As obrigações ao abrigo da Diretiva Transferências não prejudicam o direito dos Estados‑Membros de exportarem o seu combustível irradiado para reprocessamento. Nada na diretiva implica que um Estado‑Membro de destino tenha a obrigação de aceitar transferências de resíduos radioativos ou de combustível irradiado para tratamento ou eliminação final, salvo no caso de retransferência (retorno ao país de origem). Qualquer recusa de tais transferências deve ser justificada com base nos critérios estabelecidos na diretiva. Além disso, a Diretiva Transferências proíbe a exportação de resíduos radioativos ou de combustível irradiado para os países de África, Caraíbas e Pacífico (ACP) ou para um país terceiro que não possua recursos que permitam a gestão segura dos resíduos radioativos ou do combustível irradiado.

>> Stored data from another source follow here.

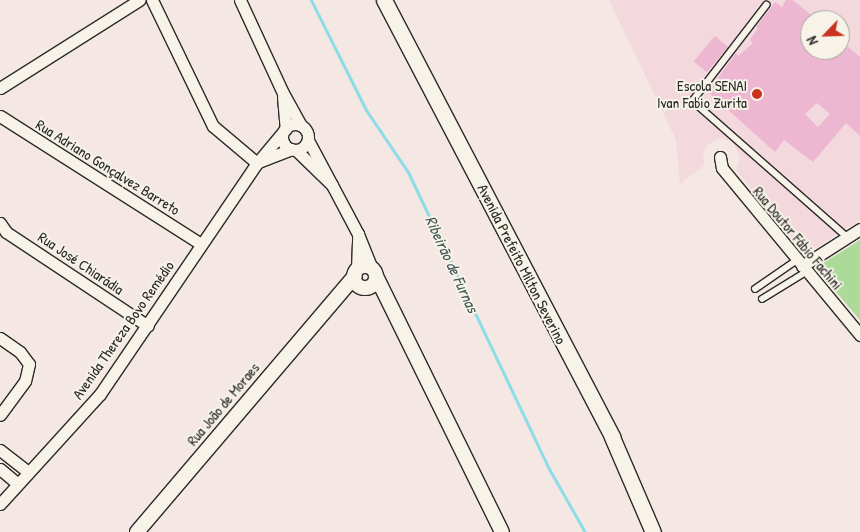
<!DOCTYPE html>
<meta charset="utf-8">
<style>
body{margin:0}
#map{position:relative;width:860px;height:532px;overflow:hidden;background:#f5e7e3;font-family:"Patrick Hand",sans-serif}
div>[style]{position:absolute}
.built>*{inset:0;background:#f3d9de}
.green>*{inset:0;background:#acda99}
.stream>*{height:3px;margin:-1.5px;padding:0 1.5px;transform-origin:1.5px;border-radius:1.5px;background:#8cdde7}
.building>*{inset:0;background:#edb7d1;transform-origin:0 0}
.roads{filter:drop-shadow(1px 0 #2b2b2b) drop-shadow(-1px 0 #2b2b2b) drop-shadow(0 1px #2b2b2b) drop-shadow(0 -1px #2b2b2b)}
.service>*{height:5.5px;margin:-2.75px;padding:0 2.75px;transform-origin:2.75px;border-radius:2.75px;background:#f7f3e8}
.minor>*{height:11px;margin:-5.5px;padding:0 5.5px;transform-origin:5.5px;border-radius:5.5px;background:#f7f3e8}
.minor>.ring{margin:-5.5px;padding:0;box-sizing:content-box;background:none;border:11px solid #f7f3e8;border-radius:50%}
.tertiary>*{height:14px;margin:-7px;padding:0 7px;transform-origin:7px;border-radius:7px;background:#f7f3e8}
.tertiary>.ring{margin:-7px;padding:0;box-sizing:content-box;background:none;border:14px solid #f7f3e8;border-radius:50%}
.secondary>*{height:15px;margin:-7.5px;padding:0 7.5px;transform-origin:7.5px;border-radius:7.5px;background:#f7f3e8}
.dots>*{width:14px;height:14px;translate:-50% -50%;box-sizing:border-box;border:2px solid #f7f3e8;border-radius:50%}
span{translate:-50% -50%;white-space:nowrap;text-align:center;line-height:1.15;-webkit-text-stroke:4px #f7f3e8;paint-order:stroke}
.poi-label{font-size:15px;color:#2b2b2b}
.right{translate:-100% -50%;text-align:right}
.street-label{font-size:15px;color:#2b2b2b}
.water-label{font-size:16px;color:#43585a;font-style:italic}
.north{position:absolute;left:800px;top:10px;width:50px;height:50px;box-sizing:border-box;background:#f7f3e8;border:1px solid #a5a39c;border-radius:50%;rotate:246deg;font-size:14px;font-weight:700;line-height:20px;text-align:center;color:#2b2b2b}
.north::after{content:'';display:block;margin:auto;width:18px;height:22px;background:#c8321e;clip-path:polygon(50% 0,100% 100%,50% 72%,0 100%)}
</style>
<div id="map">
<div class="built">
<div style="clip-path:polygon(evenodd,609px 0,860px 0,860px 220px,817px 247px,801px 249px,736px 170px,740px 157px,733px 143px,721px 138px,707px 145px,703px 156px,705px 165px,680px 184px,676px 140px,609px 0,810px 20px,840px 20px,840px 50px,810px 50px,810px 20px)"></div>
</div>
<div class="green">
<div style="clip-path:polygon(860px 240px,860px 320px,819px 272px,822px 264px)"></div>
</div>
<div class="stream">
<div style="left:311px;top:0;width:123px;rotate:63.4deg"></div>
<div style="left:366px;top:110px;width:75px;rotate:55.9deg"></div>
<div style="left:408px;top:172px;width:327px;rotate:64.6deg"></div>
<div style="left:548px;top:467px;width:75px;rotate:60.4deg"></div>
</div>
<div class="building">
<div style="clip-path:polygon(evenodd,786px 0,793px 0,817px 20px,810px 20px,810px 50px,840px 50px,840px 40px,860px 57px,860px 136px,846px 123px,813px 162px,784px 140px,775px 152px,708px 92px,736px 53px,738px 56px,753px 43px,750px 40px,758px 28px,756px 27px,772px 6px,775px 2px,782px 7px,786px 0,817px 103px,830px 114px,818px 127px,805px 114px,817px 103px)"></div>
<div style="left:715px;top:36px;width:17px;height:33px;rotate:40deg"></div>
</div>
<div class="roads">
<div class="service">
<div style="left:767px;top:5px;width:121px;rotate:127.6deg"></div>
<div style="left:693px;top:101px;width:205px;rotate:41.4deg"></div>
<div style="left:755px;top:289px;width:51px;rotate:-34.6deg"></div>
<div style="left:762px;top:299px;width:52px;rotate:-31.5deg"></div>
</div>
<div class="minor">
<div style="left:152px;top:0;width:140px;rotate:64.2deg"></div>
<div style="left:213px;top:126px;width:57px;rotate:40.1deg"></div>
<div style="left:240px;top:0;width:102px;rotate:65.2deg"></div>
<div style="left:283px;top:93px;width:37px;rotate:61deg"></div>
<div style="left:0;top:88px;width:165px;rotate:-32.3deg"></div>
<div style="left:283px;top:97px;width:32px;rotate:85deg"></div>
<div style="left:0;top:116px;width:238px;rotate:32.5deg"></div>
<div class="ring" style="left:282px;top:124px;width:15px;height:15px"></div>
<div style="left:296px;top:150px;width:50px;rotate:44.2deg"></div>
<div style="left:332px;top:185px;width:51px;rotate:-118.1deg"></div>
<div style="left:720px;top:157px;width:11px;rotate:80deg"></div>
<div style="left:722px;top:168px;width:217px;rotate:50.4deg"></div>
<div style="left:258px;top:162px;width:36px;rotate:-21deg"></div>
<div style="left:332px;top:185px;width:55px;rotate:62deg"></div>
<div style="left:0;top:223px;width:11px;rotate:56deg"></div>
<div style="left:6px;top:232px;width:170px;rotate:33.5deg"></div>
<div style="left:802px;top:266px;width:69px;rotate:-32.5deg"></div>
<div style="left:357px;top:270px;width:36px;rotate:-88deg"></div>
<div style="left:358px;top:234px;width:38px;rotate:68deg"></div>
<div style="left:0;top:338px;width:24px;rotate:35deg"></div>
<div style="left:20px;top:352px;width:15px;rotate:53deg"></div>
<div style="left:29px;top:364px;width:17px;rotate:103deg"></div>
<div style="left:25px;top:381px;width:42px;rotate:126.3deg"></div>
<div style="left:0;top:450px;width:36px;rotate:38deg"></div>
<div style="left:0;top:469px;width:23px;rotate:40deg"></div>
<div style="left:0;top:504px;width:149px;rotate:-47.7deg"></div>
<div style="left:100px;top:394px;width:279px;rotate:-55.8deg"></div>
<div style="left:257px;top:163px;width:40px;rotate:-50deg"></div>
</div>
<div class="tertiary">
<div class="ring" style="left:354px;top:266px;width:8px;height:8px"></div>
<div style="left:376px;top:276px;width:285px;rotate:63.8deg"></div>
<div style="left:137px;top:532px;width:336px;rotate:-49.6deg"></div>
</div>
<div class="secondary">
<div style="left:384px;top:0;width:493px;rotate:62.4deg"></div>
<div style="left:612px;top:437px;width:103px;rotate:66.7deg"></div>
</div>
</div>
<div class="dots">
<div style="left:757px;top:94px;background:#c8321e"></div>
</div>
<div class="poi-label">
<span class="right" style="left:747px;top:94px">Escola SENAI<br>Ivan Fabio Zurita</span>
</div>
<div class="street-label">
<span style="left:108px;top:167px;rotate:32deg">Rua Adriano Gonçalvez Barreto</span>
<span style="left:798px;top:238px;rotate:50deg">Rua Doutor Fábio Fachini</span>
<span style="left:81px;top:263px;rotate:34deg">Rua José Chiarádia</span>
<span style="left:522px;top:264px;rotate:63deg">Avenida Prefeito Milton Severino</span>
<span style="left:123px;top:330px;rotate:-55deg">Avenida Thereza Bovo Remédio</span>
<span style="left:223px;top:404px;rotate:-50deg">Rua João de Moraes</span>
</div>
<div class="water-label">
<span style="left:452px;top:264px;rotate:65deg">Ribeirão de Furnas</span>
</div>
<div class="north">N</div>
</div>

A Diretiva 2011/70/Euratom do Conselho[7], recentemente adotada, a seguir denominada «Diretiva Resíduos», introduz condições suplementares obrigatórias em caso da transferência de resíduos radioativos, nomeadamente de combustível irradiado considerado um resíduo no caso da sua eliminação. O princípio geral inscrito no artigo 4.º, n.º 4, da Diretiva Resíduos prevê que os resíduos radioativos sejam armazenados no Estado-Membro em que foram produzidos, a menos que no momento da sua transferência, tenha entrado em vigor um acordo entre o Estado-Membro em causa e um outro Estado-Membro ou um país terceiro para utilizar uma instalação de armazenagem num desses Estados. Contudo, tal acordo está sujeito aos critérios estabelecidos pela Comissão, em conformidade com o artigo 16.º, n.º 2, da Diretiva Transferências e às disposições da Diretiva Resíduos, que impõe nomeadamente que uma instalação de armazenagem funcione já de forma segura no momento da transferência.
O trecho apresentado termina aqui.